▸ **YOUR OBJECTIVE**:
Report each line of the records where "neighbourhood" occurs.

(DATA UNDER STUDY begins)

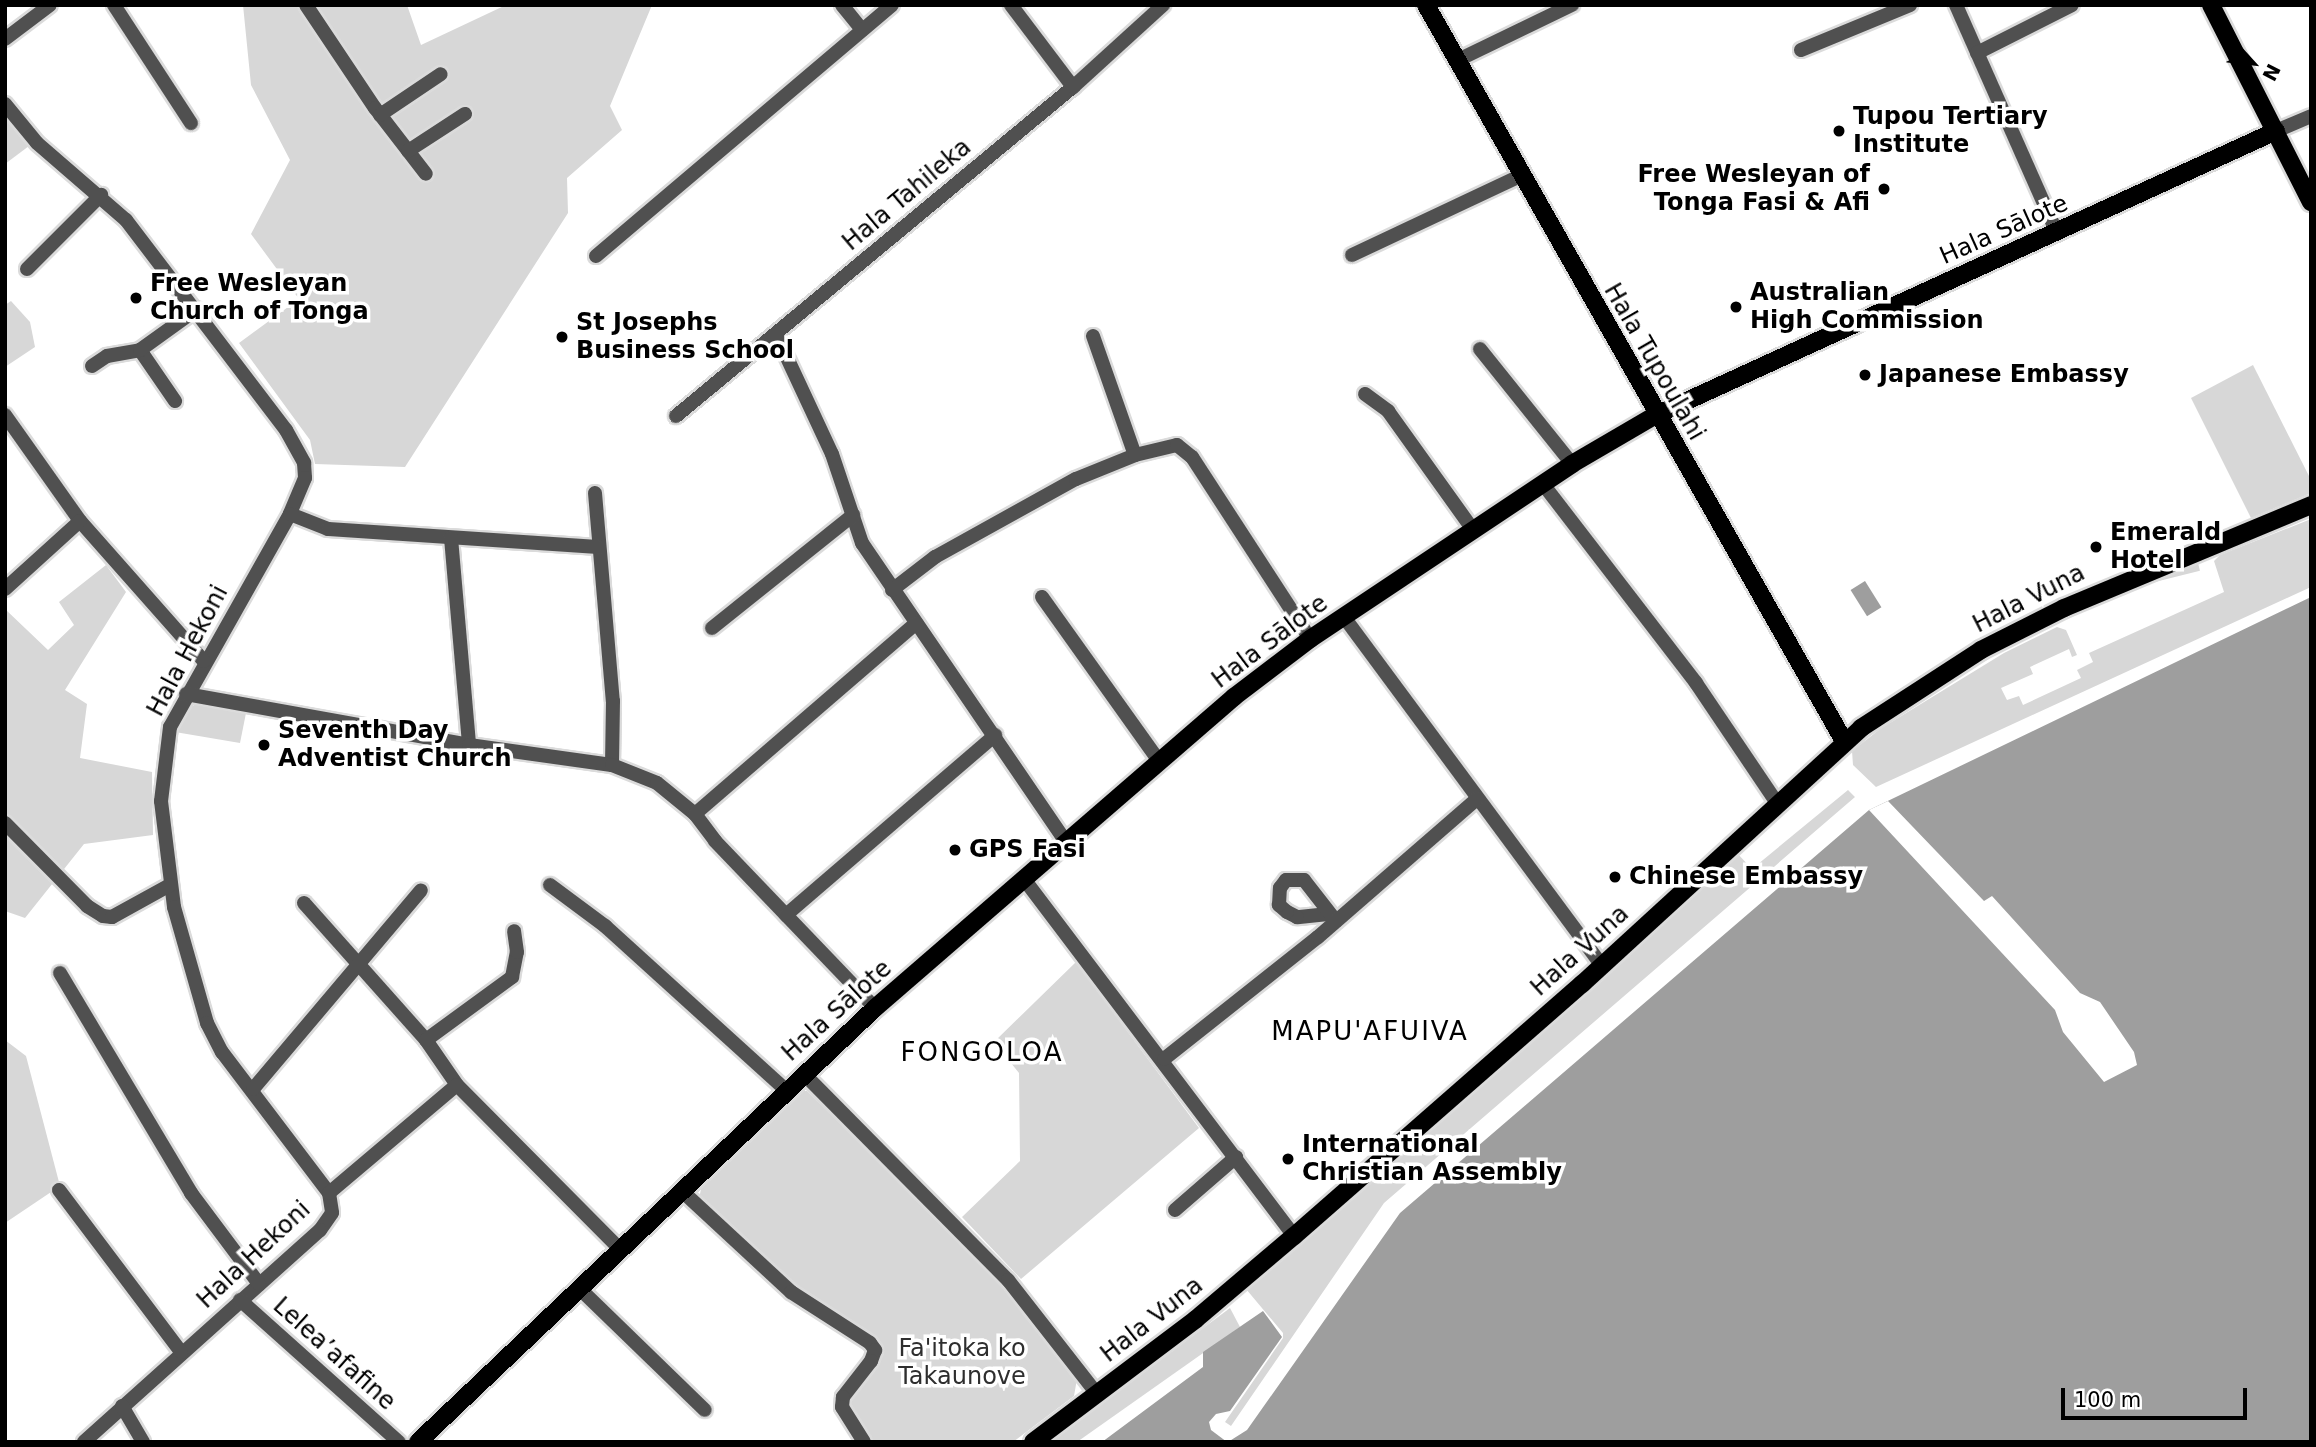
<!DOCTYPE html>
<meta charset="utf-8">
<style>
body{margin:0}
#map{position:relative;width:2316px;height:1447px;overflow:hidden;background:#fff;font-family:"DejaVu Sans",sans-serif}
div>[style]{position:absolute}
.green>*{inset:0;background:#d7d7d7;transform-origin:0 0}
.water>*{inset:0;background:#9e9e9e;transform-origin:0 0}
.pier>*{inset:0;background:#fff}
.roads{filter:drop-shadow(2px 0 #dbdbdb) drop-shadow(-2px 0 #dbdbdb) drop-shadow(0 2px #dbdbdb) drop-shadow(0 -2px #dbdbdb)}
.minor>*{height:14px;margin:-7px;padding:0 7px;transform-origin:7px;border-radius:7px;background:#505050}
.major>*{height:18px;margin:-9px;padding:0 9px;transform-origin:9px;border-radius:9px;background:#000}
.dots>*{width:19px;height:19px;translate:-50% -50%;box-sizing:border-box;border:4px solid #fff;border-radius:50%}
span{translate:-50% -50%;white-space:nowrap;text-align:center;line-height:1.15;-webkit-text-stroke:7px #fff;paint-order:stroke}
.poi-label{font-size:24px;color:#000;font-weight:700}
.left{translate:0 -50%;text-align:left}
.right{translate:-100% -50%;text-align:right}
.street-label{font-size:24px;color:#000}
.park-label{font-size:24px;color:#2e2e2e}
.neighbourhood-label{font-size:26px;color:#000;letter-spacing:2px}
.frame{position:absolute;inset:0;border:7px solid #000;pointer-events:none}
.north{position:absolute;left:2218px;top:28px;width:70px;height:70px;-webkit-text-stroke:5px #fff;paint-order:stroke;rotate:117deg;font-size:19px;font-weight:700;line-height:28px;text-align:center;color:#000}
.north::after{content:'';display:block;margin:auto;width:24px;height:32px;background:#000;clip-path:polygon(50% 0,100% 100%,50% 72%,0 100%)}
.scale{position:absolute;left:2061px;top:1388px;width:186px;height:32px;box-sizing:border-box;border:4px solid #000;border-top:0;padding-left:9px;font-size:21px;line-height:24px;white-space:nowrap;color:#000;-webkit-text-stroke:5px #fff;paint-order:stroke}
</style>
<div id="map">
<div class="green">
<i style="clip-path:polygon(243px 5px,407px 5px,421px 45px,506px 5px,652px 5px,610px 106px,622px 130px,567px 178px,568px 213px,405px 467px,315px 464px,310px 440px,239px 343px,299px 299px,251px 234px,290px 160px,251px 85px)"></i>
<i style="clip-path:polygon(5px 118px,29px 146px,5px 164px)"></i>
<i style="clip-path:polygon(11px 301px,30px 322px,35px 347px,5px 367px,5px 305px)"></i>
<i style="clip-path:polygon(2253px 365px,2311px 480px,2311px 493px,2251px 518px,2191px 398px)"></i>
<i style="clip-path:polygon(2311px 519px,2311px 587px,1876px 787px,1853px 765px,1852px 751px,1880px 729px,2004px 653px,2057px 627px,2066px 630px,2077px 655px,2072px 657px,2069px 649px,2030px 667px,2033px 674px,2001px 688px,2007px 700px,2019px 696px,2023px 705px,2081px 678px,2077px 670px,2093px 662px,2089px 653px,2224px 592px,2214px 561px,2220px 555px)"></i>
<i style="left:2198px;top:563px;width:8px;height:127px;rotate:76deg"></i>
<i style="clip-path:polygon(106px 565px,126px 592px,65px 690px,87px 704px,80px 758px,152px 772px,153px 835px,84px 844px,25px 918px,5px 911px,5px 609px,48px 650px,74px 625px,59px 602px)"></i>
<i style="clip-path:polygon(198px 704px,246px 713px,240px 743px,175px 732px,188px 707px)"></i>
<i style="clip-path:polygon(1848px 790px,1855px 797px,1384px 1203px,1231px 1426px,1225px 1422px,1283px 1338px,1283px 1333px,1246px 1289px,1436px 1125px,1736px 852px,1752px 869px)"></i>
<i style="clip-path:polygon(1076px 962px,1199px 1128px,1021px 1279px,962px 1217px,1020px 1161px,1019px 1073px,994px 1042px)"></i>
<i style="clip-path:polygon(5px 1040px,26px 1056px,60px 1186px,5px 1223px)"></i>
<i style="clip-path:polygon(800px 1090px,807px 1091px,928px 1208px,999px 1282px,1077px 1379px,1074px 1396px,1013px 1442px,870px 1442px,847px 1411px,848px 1398px,883px 1347px,764px 1262px,699px 1199px,701px 1189px)"></i>
<i style="clip-path:polygon(1230px 1308px,1240px 1327px,1077px 1442px,1051px 1442px)"></i>
</div>
<div class="water">
<i style="left:1865px;top:581px;width:31px;height:17px;rotate:58deg"></i>
<i style="clip-path:polygon(2311px 597px,2311px 1442px,1228px 1442px,1247px 1430px,1400px 1213px,1869px 810px)"></i>
<i style="clip-path:polygon(1263px 1311px,1282px 1337px,1230px 1411px,1216px 1414px,1209px 1422px,1211px 1430px,1227px 1442px,1102px 1442px,1203px 1367px,1203px 1352px)"></i>
</div>
<div class="pier">
<i style="clip-path:polygon(1888px 801px,1984px 901px,1992px 896px,2080px 993px,2100px 1002px,2134px 1052px,2137px 1065px,2104px 1082px,2063px 1032px,2055px 1010px,1869px 810px)"></i>
</div>
<div class="roads">
<div class="minor">
<i style="left:114px;top:5px;width:141px;rotate:56.9deg"></i>
<i style="left:306px;top:5px;width:124px;rotate:56.2deg"></i>
<i style="left:375px;top:108px;width:83px;rotate:52.3deg"></i>
<i style="left:842px;top:5px;width:32px;rotate:51deg"></i>
<i style="left:1011px;top:5px;width:103px;rotate:52.9deg"></i>
<i style="left:1956px;top:5px;width:249px;rotate:66.1deg"></i>
<i style="left:5px;top:39px;width:56px;rotate:-37.1deg"></i>
<i style="left:1801px;top:50px;width:118px;rotate:-22.4deg"></i>
<i style="left:1977px;top:53px;width:106px;rotate:-26.8deg"></i>
<i style="left:1456px;top:61px;width:129px;rotate:-25.8deg"></i>
<i style="left:5px;top:104px;width:50px;rotate:50.6deg"></i>
<i style="left:37px;top:143px;width:118px;rotate:40.9deg"></i>
<i style="left:126px;top:220px;width:264px;rotate:52.7deg"></i>
<i style="left:286px;top:430px;width:38px;rotate:61deg"></i>
<i style="left:304px;top:463px;width:15px;rotate:86deg"></i>
<i style="left:305px;top:478px;width:39px;rotate:113deg"></i>
<i style="left:290px;top:514px;width:244px;rotate:119.4deg"></i>
<i style="left:170px;top:727px;width:75px;rotate:96.9deg"></i>
<i style="left:161px;top:801px;width:107px;rotate:83deg"></i>
<i style="left:174px;top:907px;width:121px;rotate:74.1deg"></i>
<i style="left:207px;top:1023px;width:33px;rotate:63deg"></i>
<i style="left:222px;top:1052px;width:177px;rotate:52.8deg"></i>
<i style="left:329px;top:1193px;width:20px;rotate:81deg"></i>
<i style="left:332px;top:1213px;width:21px;rotate:125deg"></i>
<i style="left:320px;top:1230px;width:317px;rotate:138.1deg"></i>
<i style="left:380px;top:115px;width:73px;rotate:-33.9deg"></i>
<i style="left:2276px;top:131px;width:38px;rotate:-23deg"></i>
<i style="left:408px;top:151px;width:68px;rotate:-33deg"></i>
<i style="left:1352px;top:255px;width:186px;rotate:-25.2deg"></i>
<i style="left:596px;top:256px;width:388px;rotate:-40.3deg"></i>
<i style="left:27px;top:269px;width:105px;rotate:-45deg"></i>
<i style="left:776px;top:334px;width:132px;rotate:65deg"></i>
<i style="left:832px;top:454px;width:94px;rotate:71.4deg"></i>
<i style="left:862px;top:543px;width:362px;rotate:55.7deg"></i>
<i style="left:1093px;top:336px;width:126px;rotate:70.6deg"></i>
<i style="left:1480px;top:349px;width:147px;rotate:51.3deg"></i>
<i style="left:140px;top:350px;width:62px;rotate:55.5deg"></i>
<i style="left:92px;top:366px;width:18px;rotate:-34deg"></i>
<i style="left:107px;top:356px;width:34px;rotate:-10deg"></i>
<i style="left:140px;top:350px;width:70px;rotate:-35.7deg"></i>
<i style="left:1365px;top:394px;width:29px;rotate:36deg"></i>
<i style="left:1388px;top:411px;width:148px;rotate:54.4deg"></i>
<i style="left:5px;top:415px;width:130px;rotate:54.7deg"></i>
<i style="left:80px;top:521px;width:187px;rotate:48.5deg"></i>
<i style="left:676px;top:416px;width:516px;rotate:-39.65deg"></i>
<i style="left:1073px;top:87px;width:122px;rotate:-42.3deg"></i>
<i style="left:1543px;top:484px;width:251px;rotate:52.4deg"></i>
<i style="left:1696px;top:683px;width:145px;rotate:56deg"></i>
<i style="left:595px;top:493px;width:209px;rotate:85.1deg"></i>
<i style="left:613px;top:701px;width:64px;rotate:90.9deg"></i>
<i style="left:290px;top:514px;width:41px;rotate:21.5deg"></i>
<i style="left:328px;top:529px;width:271px;rotate:3.8deg"></i>
<i style="left:451px;top:538px;width:208px;rotate:85deg"></i>
<i style="left:5px;top:589px;width:101px;rotate:-42.2deg"></i>
<i style="left:892px;top:590px;width:54px;rotate:-37.5deg"></i>
<i style="left:935px;top:557px;width:161px;rotate:-29deg"></i>
<i style="left:1076px;top:479px;width:64px;rotate:-22.1deg"></i>
<i style="left:1135px;top:455px;width:43px;rotate:-13.4deg"></i>
<i style="left:1177px;top:445px;width:19px;rotate:39deg"></i>
<i style="left:1192px;top:457px;width:217px;rotate:57deg"></i>
<i style="left:1042px;top:597px;width:201px;rotate:54.5deg"></i>
<i style="left:1344px;top:617px;width:434px;rotate:53.5deg"></i>
<i style="left:712px;top:628px;width:181px;rotate:-38.7deg"></i>
<i style="left:186px;top:694px;width:288px;rotate:10.2deg"></i>
<i style="left:469px;top:745px;width:144px;rotate:8deg"></i>
<i style="left:612px;top:765px;width:48px;rotate:21.8deg"></i>
<i style="left:657px;top:783px;width:49px;rotate:39.2deg"></i>
<i style="left:695px;top:814px;width:34px;rotate:53deg"></i>
<i style="left:715px;top:841px;width:231px;rotate:46.2deg"></i>
<i style="left:695px;top:814px;width:292px;rotate:-40.8deg"></i>
<i style="left:5px;top:823px;width:117px;rotate:45.3deg"></i>
<i style="left:87px;top:906px;width:19px;rotate:32deg"></i>
<i style="left:103px;top:916px;width:9px;rotate:6deg"></i>
<i style="left:112px;top:917px;width:66px;rotate:-28.9deg"></i>
<i style="left:1024px;top:879px;width:448px;rotate:52.9deg"></i>
<i style="left:550px;top:885px;width:69px;rotate:36.7deg"></i>
<i style="left:605px;top:926px;width:244px;rotate:42.2deg"></i>
<i style="left:304px;top:903px;width:183px;rotate:48.3deg"></i>
<i style="left:426px;top:1040px;width:55px;rotate:55.4deg"></i>
<i style="left:457px;top:1085px;width:231px;rotate:45.2deg"></i>
<i style="left:1328px;top:914px;width:31px;rotate:174deg"></i>
<i style="left:1297px;top:917px;width:11px;rotate:-153deg"></i>
<i style="left:1287px;top:912px;width:11px;rotate:-139deg"></i>
<i style="left:1279px;top:905px;width:17px;rotate:-87deg"></i>
<i style="left:1280px;top:888px;width:10px;rotate:-53deg"></i>
<i style="left:1286px;top:880px;width:18px"></i>
<i style="left:1304px;top:880px;width:52px;rotate:52deg"></i>
<i style="left:786px;top:915px;width:276px;rotate:-40.7deg"></i>
<i style="left:60px;top:973px;width:256px;rotate:59.2deg"></i>
<i style="left:191px;top:1193px;width:114px;rotate:53.2deg"></i>
<i style="left:426px;top:1040px;width:107px;rotate:-36.2deg"></i>
<i style="left:512px;top:977px;width:25px;rotate:-79deg"></i>
<i style="left:517px;top:952px;width:21px;rotate:-98deg"></i>
<i style="left:1164px;top:1059px;width:196px;rotate:-38.4deg"></i>
<i style="left:1318px;top:937px;width:211px;rotate:-41deg"></i>
<i style="left:804px;top:1074px;width:290px;rotate:45.3deg"></i>
<i style="left:1008px;top:1280px;width:145px;rotate:52deg"></i>
<i style="left:253px;top:1089px;width:260px;rotate:-49.8deg"></i>
<i style="left:59px;top:1190px;width:203px;rotate:53deg"></i>
<i style="left:682px;top:1191px;width:149px;rotate:42.8deg"></i>
<i style="left:791px;top:1292px;width:94px;rotate:32.8deg"></i>
<i style="left:870px;top:1343px;width:9px;rotate:54deg"></i>
<i style="left:875px;top:1350px;width:12px;rotate:110deg"></i>
<i style="left:871px;top:1361px;width:46px;rotate:127.9deg"></i>
<i style="left:843px;top:1397px;width:10px;rotate:96deg"></i>
<i style="left:842px;top:1407px;width:41px;rotate:57.8deg"></i>
<i style="left:329px;top:1193px;width:167px;rotate:-40.2deg"></i>
<i style="left:1175px;top:1210px;width:81px;rotate:-41deg"></i>
<i style="left:579px;top:1288px;width:175px;rotate:44.1deg"></i>
<i style="left:240px;top:1300px;width:213px;rotate:41.8deg"></i>
<i style="left:122px;top:1406px;width:42px;rotate:59.7deg"></i>
</div>
<div class="major">
<i style="left:1426px;top:5px;width:846px;rotate:60.41deg"></i>
<i style="left:2211px;top:5px;width:221px;rotate:63.1deg"></i>
<i style="left:418px;top:1442px;width:630px;rotate:-43.52deg"></i>
<i style="left:875px;top:1008px;width:475px;rotate:-40.9deg"></i>
<i style="left:1234px;top:697px;width:96px;rotate:-37.3deg"></i>
<i style="left:1310px;top:639px;width:315px;rotate:-33.7deg"></i>
<i style="left:1572px;top:464px;width:97px;rotate:-30.3deg"></i>
<i style="left:1656px;top:415px;width:682px;rotate:-24.61deg"></i>
<i style="left:1033px;top:1442px;width:204px;rotate:-37deg"></i>
<i style="left:1196px;top:1319px;width:128px;rotate:-40.3deg"></i>
<i style="left:1294px;top:1236px;width:383px;rotate:-41.2deg"></i>
<i style="left:1582px;top:984px;width:379px;rotate:-42.5deg"></i>
<i style="left:1861px;top:728px;width:143px;rotate:-33deg"></i>
<i style="left:1981px;top:650px;width:93px;rotate:-26.8deg"></i>
<i style="left:2064px;top:608px;width:268px;rotate:-22.6deg"></i>
</div>
</div>
<div class="dots">
<i style="left:1839px;top:131px;background:#000"></i>
<i style="left:1884px;top:189px;background:#000"></i>
<i style="left:136px;top:298px;background:#000"></i>
<i style="left:1736px;top:307px;background:#000"></i>
<i style="left:562px;top:337px;background:#000"></i>
<i style="left:1865px;top:375px;background:#000"></i>
<i style="left:2096px;top:547px;background:#000"></i>
<i style="left:264px;top:745px;background:#000"></i>
<i style="left:955px;top:850px;background:#000"></i>
<i style="left:1615px;top:877px;background:#000"></i>
<i style="left:1288px;top:1159px;background:#000"></i>
</div>
<div class="poi-label">
<span class="left" style="left:1853px;top:131px">Tupou Tertiary<br>Institute</span>
<span class="right" style="left:1870px;top:189px">Free Wesleyan of<br>Tonga Fasi &amp; Afi</span>
<span class="left" style="left:150px;top:298px">Free Wesleyan<br>Church of Tonga</span>
<span class="left" style="left:1750px;top:307px">Australian<br>High Commission</span>
<span class="left" style="left:576px;top:337px">St Josephs<br>Business School</span>
<span class="left" style="left:1879px;top:375px">Japanese Embassy</span>
<span class="left" style="left:2110px;top:547px">Emerald<br>Hotel</span>
<span class="left" style="left:278px;top:745px">Seventh Day<br>Adventist Church</span>
<span class="left" style="left:969px;top:850px">GPS Fasi</span>
<span class="left" style="left:1629px;top:877px">Chinese Embassy</span>
<span class="left" style="left:1302px;top:1159px">International<br>Christian Assembly</span>
</div>
<div class="street-label">
<span style="left:907px;top:195px;rotate:-40deg">Hala Tahileka</span>
<span style="left:2004px;top:230px;rotate:-24deg">Hala Sālote</span>
<span style="left:1654px;top:362px;rotate:60deg">Hala Tupoulahi</span>
<span style="left:2029px;top:599px;rotate:-27deg">Hala Vuna</span>
<span style="left:1270px;top:642px;rotate:-37deg">Hala Sālote</span>
<span style="left:188px;top:651px;rotate:-62deg">Hala Hekoni</span>
<span style="left:1580px;top:951px;rotate:-42deg">Hala Vuna</span>
<span style="left:837px;top:1011px;rotate:-42deg">Hala Sālote</span>
<span style="left:254px;top:1255px;rotate:-43deg">Hala Hekoni</span>
<span style="left:1152px;top:1320px;rotate:-38deg">Hala Vuna</span>
<span style="left:334px;top:1354px;rotate:42deg">Lelea’afafine</span>
</div>
<div class="park-label">
<span style="left:962px;top:1363px">Fa'itoka ko<br>Takaunove</span>
</div>
<div class="neighbourhood-label">
<span style="left:1370px;top:1032px">MAPU'AFUIVA</span>
<span style="left:982px;top:1053px">FONGOLOA</span>
</div>
<div class="frame"></div>
<div class="north">N</div>
<div class="scale">100 m</div>
</div>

(DATA UNDER STUDY ends)

▸ **ANSWER AREA**:
.neighbourhood-label{font-size:26px;color:#000;letter-spacing:2px}
<div class="neighbourhood-label">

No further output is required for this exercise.